- TASK DIRECTIONS
Return exactly the lines from the start of the records below through the line containing "0 #9c7e73) drop-shadow(-2px", both ends included, and leave out the pictures.

- GIVEN INFORMATION

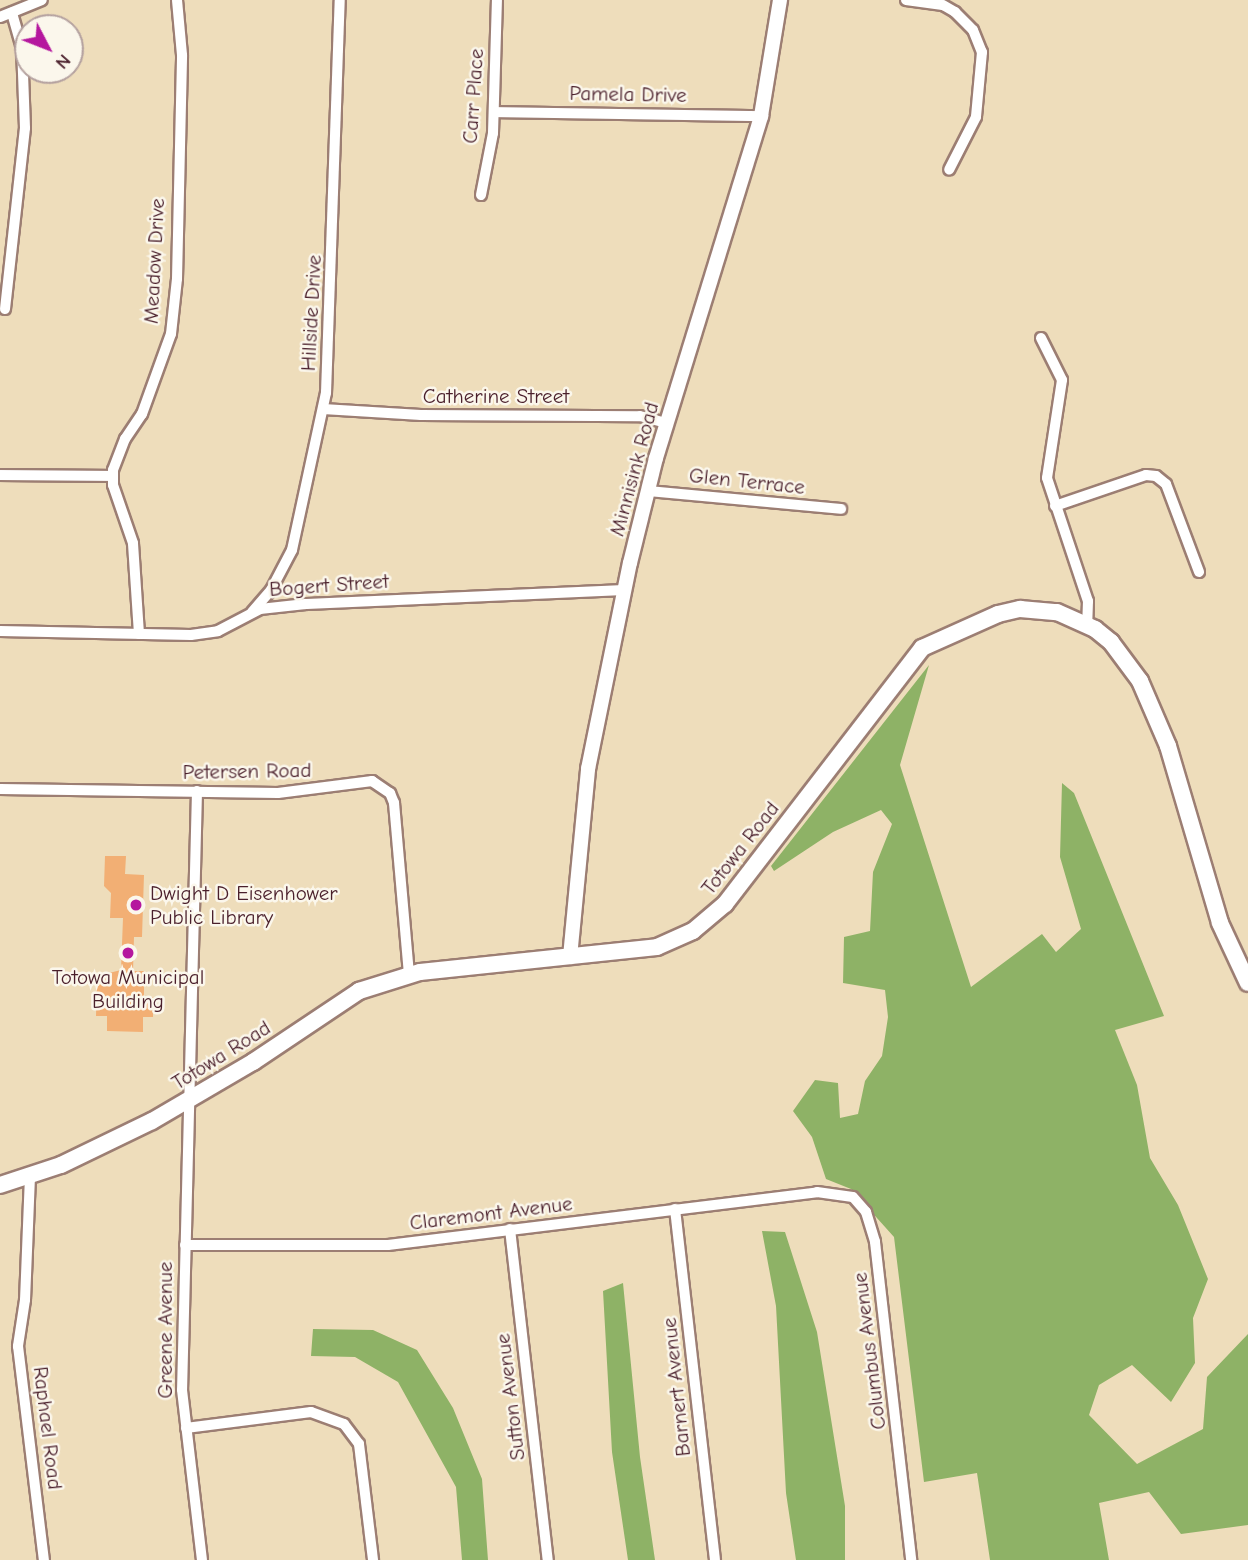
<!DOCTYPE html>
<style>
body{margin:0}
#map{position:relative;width:1248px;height:1560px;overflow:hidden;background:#edb;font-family:"Comic Neue",sans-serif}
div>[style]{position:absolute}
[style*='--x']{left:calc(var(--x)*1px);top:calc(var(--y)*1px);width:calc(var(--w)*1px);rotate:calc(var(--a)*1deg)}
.forest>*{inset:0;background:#8eb266}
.building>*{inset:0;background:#f2af74}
.roads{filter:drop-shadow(2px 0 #9c7e73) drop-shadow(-2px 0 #9c7e73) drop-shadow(0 2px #9c7e73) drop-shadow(0 -2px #9c7e73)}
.minor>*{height:10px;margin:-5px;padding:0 5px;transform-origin:5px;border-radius:5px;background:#fff}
.tertiary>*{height:14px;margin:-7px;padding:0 7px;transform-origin:7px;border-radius:7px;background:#fff}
.secondary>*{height:16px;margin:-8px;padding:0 8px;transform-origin:8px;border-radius:8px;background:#fff}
.dots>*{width:19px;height:19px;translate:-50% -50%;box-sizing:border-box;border:4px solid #fbf7ec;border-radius:50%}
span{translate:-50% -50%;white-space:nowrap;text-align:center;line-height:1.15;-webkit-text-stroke:5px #fbf7ec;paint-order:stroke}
.street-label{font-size:21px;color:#4a1f2b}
.poi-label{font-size:21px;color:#4a1f2b}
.left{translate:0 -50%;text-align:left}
.north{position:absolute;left:14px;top:14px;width:70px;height:70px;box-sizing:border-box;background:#fbf7ec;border:2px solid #b4a19f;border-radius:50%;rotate:132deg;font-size:19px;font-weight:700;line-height:28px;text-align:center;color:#4a1f2b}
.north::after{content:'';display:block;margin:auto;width:24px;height:32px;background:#b5179e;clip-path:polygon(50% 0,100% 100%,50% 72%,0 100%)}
</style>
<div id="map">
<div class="forest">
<div style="clip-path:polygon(929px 665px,900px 765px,971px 987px,1042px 934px,1056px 952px,1081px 929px,1060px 857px,1062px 783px,1074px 793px,1164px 1016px,1115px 1030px,1137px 1085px,1150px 1158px,1178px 1205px,1208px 1279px,1193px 1318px,1195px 1363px,1171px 1402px,1132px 1365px,1099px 1385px,1089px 1415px,1137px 1464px,1203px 1429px,1207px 1377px,1248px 1334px,1248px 1525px,1181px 1534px,1149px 1492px,1099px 1503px,1109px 1560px,990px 1560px,977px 1473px,924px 1482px,894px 1237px,851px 1189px,826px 1179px,812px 1137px,793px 1111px,815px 1080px,838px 1083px,840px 1118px,858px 1114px,865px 1081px,882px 1056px,888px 1017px,885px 990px,843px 983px,844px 937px,870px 931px,873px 872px,892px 824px,881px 810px,833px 832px,774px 871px,771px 866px)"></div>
<div style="clip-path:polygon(762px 1231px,785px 1232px,817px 1332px,845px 1506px,845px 1560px,796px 1560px,786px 1493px,776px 1306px)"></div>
<div style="clip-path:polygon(623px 1283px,640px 1457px,655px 1560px,628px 1560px,612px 1452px,603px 1291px)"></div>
<div style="clip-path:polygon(313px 1329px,373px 1330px,417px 1350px,453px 1408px,482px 1479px,488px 1560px,462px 1560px,456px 1487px,398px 1382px,355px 1357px,311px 1356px)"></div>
</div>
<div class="building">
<div style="clip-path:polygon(105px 856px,126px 856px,125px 874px,144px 875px,142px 937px,134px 937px,133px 971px,144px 971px,144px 997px,153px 997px,153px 1017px,143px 1017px,143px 1032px,107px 1031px,107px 1016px,96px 1016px,97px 976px,121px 970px,123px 918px,110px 918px,111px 893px,104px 886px)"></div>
</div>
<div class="roads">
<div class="minor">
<div style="--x:906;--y:0;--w:37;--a:8"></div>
<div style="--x:943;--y:5;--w:14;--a:30"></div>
<div style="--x:955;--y:12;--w:25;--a:45"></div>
<div style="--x:973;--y:30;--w:24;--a:68"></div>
<div style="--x:982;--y:52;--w:65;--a:95.3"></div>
<div style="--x:976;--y:117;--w:59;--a:117"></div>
<div style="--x:0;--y:17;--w:45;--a:-22"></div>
<div style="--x:494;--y:112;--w:267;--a:0.9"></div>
<div style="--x:481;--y:195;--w:63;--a:-79"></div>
<div style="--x:493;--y:133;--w:133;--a:-88.3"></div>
<div style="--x:5;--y:309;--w:182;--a:-83.7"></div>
<div style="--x:25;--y:128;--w:80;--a:-92.1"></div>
<div style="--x:22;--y:48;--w:37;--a:-106"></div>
<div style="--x:1041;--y:338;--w:47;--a:63.4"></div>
<div style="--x:1062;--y:380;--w:99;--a:98.7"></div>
<div style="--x:1047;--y:478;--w:130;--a:71.6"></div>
<div style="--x:1088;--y:601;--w:23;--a:92"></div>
<div style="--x:323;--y:409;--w:98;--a:3.5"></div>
<div style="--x:421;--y:415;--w:219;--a:0.3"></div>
<div style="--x:640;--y:416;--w:28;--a:15"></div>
<div style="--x:0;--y:475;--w:113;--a:0.5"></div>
<div style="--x:648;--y:491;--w:194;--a:5.3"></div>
<div style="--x:1055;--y:506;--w:96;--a:-18.8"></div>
<div style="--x:1146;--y:475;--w:10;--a:6"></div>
<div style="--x:1156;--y:476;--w:13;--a:39"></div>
<div style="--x:1166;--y:484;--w:94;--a:69.4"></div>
<div style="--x:252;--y:612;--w:29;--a:-49"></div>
<div style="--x:271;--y:590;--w:45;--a:-62.3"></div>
<div style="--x:292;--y:550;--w:161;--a:-77.8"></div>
<div style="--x:326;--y:393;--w:393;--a:-88"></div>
<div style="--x:0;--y:631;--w:191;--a:1.2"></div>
<div style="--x:191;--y:635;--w:27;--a:-8"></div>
<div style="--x:218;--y:631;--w:47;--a:-27.6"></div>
<div style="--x:260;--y:609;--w:46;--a:-6.2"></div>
<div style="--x:306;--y:604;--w:319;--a:-2.5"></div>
<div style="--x:139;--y:634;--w:91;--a:-93.8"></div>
<div style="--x:133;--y:543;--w:61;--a:-109"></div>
<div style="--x:113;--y:485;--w:15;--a:-90"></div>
<div style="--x:113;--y:470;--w:33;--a:-69"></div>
<div style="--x:125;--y:439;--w:30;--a:-56"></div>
<div style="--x:142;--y:414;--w:85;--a:-70.1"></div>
<div style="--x:171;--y:334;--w:55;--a:-83.8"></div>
<div style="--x:177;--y:279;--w:224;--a:-88.7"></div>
<div style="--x:182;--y:55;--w:55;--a:-95.2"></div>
<div style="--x:0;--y:789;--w:278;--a:0.8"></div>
<div style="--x:278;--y:793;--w:95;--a:-7.3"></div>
<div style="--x:372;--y:781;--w:22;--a:34"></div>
<div style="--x:390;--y:793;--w:11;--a:68"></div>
<div style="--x:394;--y:803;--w:174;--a:85"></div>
<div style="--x:197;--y:791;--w:599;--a:91.43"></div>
<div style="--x:182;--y:1390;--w:171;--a:83.3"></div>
<div style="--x:30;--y:1176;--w:124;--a:92.3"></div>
<div style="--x:25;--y:1300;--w:47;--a:98.7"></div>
<div style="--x:18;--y:1346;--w:216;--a:83.1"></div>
<div style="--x:675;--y:1209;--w:353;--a:83.5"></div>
<div style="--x:510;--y:1229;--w:333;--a:83.5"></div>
<div style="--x:185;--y:1245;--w:203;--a:0"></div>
<div style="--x:388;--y:1245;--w:432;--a:-7"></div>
<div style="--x:817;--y:1192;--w:36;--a:8"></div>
<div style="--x:853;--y:1197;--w:20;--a:49"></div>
<div style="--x:866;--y:1212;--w:31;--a:73"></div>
<div style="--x:875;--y:1242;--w:320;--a:83.5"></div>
<div style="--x:186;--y:1428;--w:126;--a:-7.3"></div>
<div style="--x:311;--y:1412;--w:35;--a:20"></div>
<div style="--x:344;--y:1424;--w:25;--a:53"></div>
<div style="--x:359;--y:1444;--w:117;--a:83.1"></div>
</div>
<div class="tertiary">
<div style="--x:570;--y:957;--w:189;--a:-84.5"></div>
<div style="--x:588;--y:769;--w:210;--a:-78.5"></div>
<div style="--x:630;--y:563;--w:108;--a:-76.1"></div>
<div style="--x:656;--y:458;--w:358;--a:-72.9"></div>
<div style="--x:761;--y:116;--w:118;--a:-80.7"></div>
</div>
<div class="secondary">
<div style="--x:0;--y:1185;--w:64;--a:-18.2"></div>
<div style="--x:61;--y:1165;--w:101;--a:-25.8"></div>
<div style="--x:152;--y:1121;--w:117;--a:-30.3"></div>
<div style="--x:253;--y:1062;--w:128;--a:-33.8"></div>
<div style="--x:359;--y:991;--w:64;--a:-17.3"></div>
<div style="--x:420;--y:972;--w:238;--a:-6"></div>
<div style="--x:657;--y:947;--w:39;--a:-24"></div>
<div style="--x:693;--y:931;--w:42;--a:-40.2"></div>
<div style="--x:725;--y:904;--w:323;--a:-52.4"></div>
<div style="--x:922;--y:648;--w:83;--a:-24.1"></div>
<div style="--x:998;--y:614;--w:23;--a:-13"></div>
<div style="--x:1020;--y:609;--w:37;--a:5"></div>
<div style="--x:1057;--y:612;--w:42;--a:24.1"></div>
<div style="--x:1095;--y:629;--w:21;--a:39"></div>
<div style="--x:1111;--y:642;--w:49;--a:53.4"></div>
<div style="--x:1140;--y:681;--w:71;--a:66.7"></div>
<div style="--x:1168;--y:746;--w:184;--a:73.6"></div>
<div style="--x:1220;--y:923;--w:66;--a:65"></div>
</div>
</div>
<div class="dots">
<div style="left:136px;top:905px;background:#b5179e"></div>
<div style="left:128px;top:953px;background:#b5179e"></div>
</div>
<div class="street-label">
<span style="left:628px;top:94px;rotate:1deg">Pamela Drive</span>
<span style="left:473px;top:96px;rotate:-86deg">Carr Place</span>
<span style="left:154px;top:261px;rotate:-87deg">Meadow Drive</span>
<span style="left:311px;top:313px;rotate:-87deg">Hillside Drive</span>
<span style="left:496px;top:396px">Catherine Street</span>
<span style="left:634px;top:469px;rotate:-75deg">Minnisink Road</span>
<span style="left:747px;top:481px;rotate:6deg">Glen Terrace</span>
<span style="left:329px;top:585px;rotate:-4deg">Bogert Street</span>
<span style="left:247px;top:771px;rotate:-1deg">Petersen Road</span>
<span style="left:740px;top:848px;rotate:-52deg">Totowa Road</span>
<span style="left:221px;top:1055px;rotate:-32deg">Totowa Road</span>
<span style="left:491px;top:1213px;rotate:-7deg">Claremont Avenue</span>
<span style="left:165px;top:1330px;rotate:-90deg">Greene Avenue</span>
<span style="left:869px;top:1351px;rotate:-97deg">Columbus Avenue</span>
<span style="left:676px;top:1387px;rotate:-96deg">Barnert Avenue</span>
<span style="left:510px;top:1397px;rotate:-97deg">Sutton Avenue</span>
<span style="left:48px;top:1428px;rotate:83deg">Raphael Road</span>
</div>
<div class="poi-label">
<span class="left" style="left:150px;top:905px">Dwight D Eisenhower<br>Public Library</span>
<span style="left:128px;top:989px">Totowa Municipal<br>Building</span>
</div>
<div class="north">N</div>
</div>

- WRITTEN REPLY
<!DOCTYPE html>
<style>
body{margin:0}
#map{position:relative;width:1248px;height:1560px;overflow:hidden;background:#edb;font-family:"Comic Neue",sans-serif}
div>[style]{position:absolute}
[style*='--x']{left:calc(var(--x)*1px);top:calc(var(--y)*1px);width:calc(var(--w)*1px);rotate:calc(var(--a)*1deg)}
.forest>*{inset:0;background:#8eb266}
.building>*{inset:0;background:#f2af74}
.roads{filter:drop-shadow(2px 0 #9c7e73) drop-shadow(-2px 0 #9c7e73) drop-shadow(0 2px #9c7e73) drop-shadow(0 -2px #9c7e73)}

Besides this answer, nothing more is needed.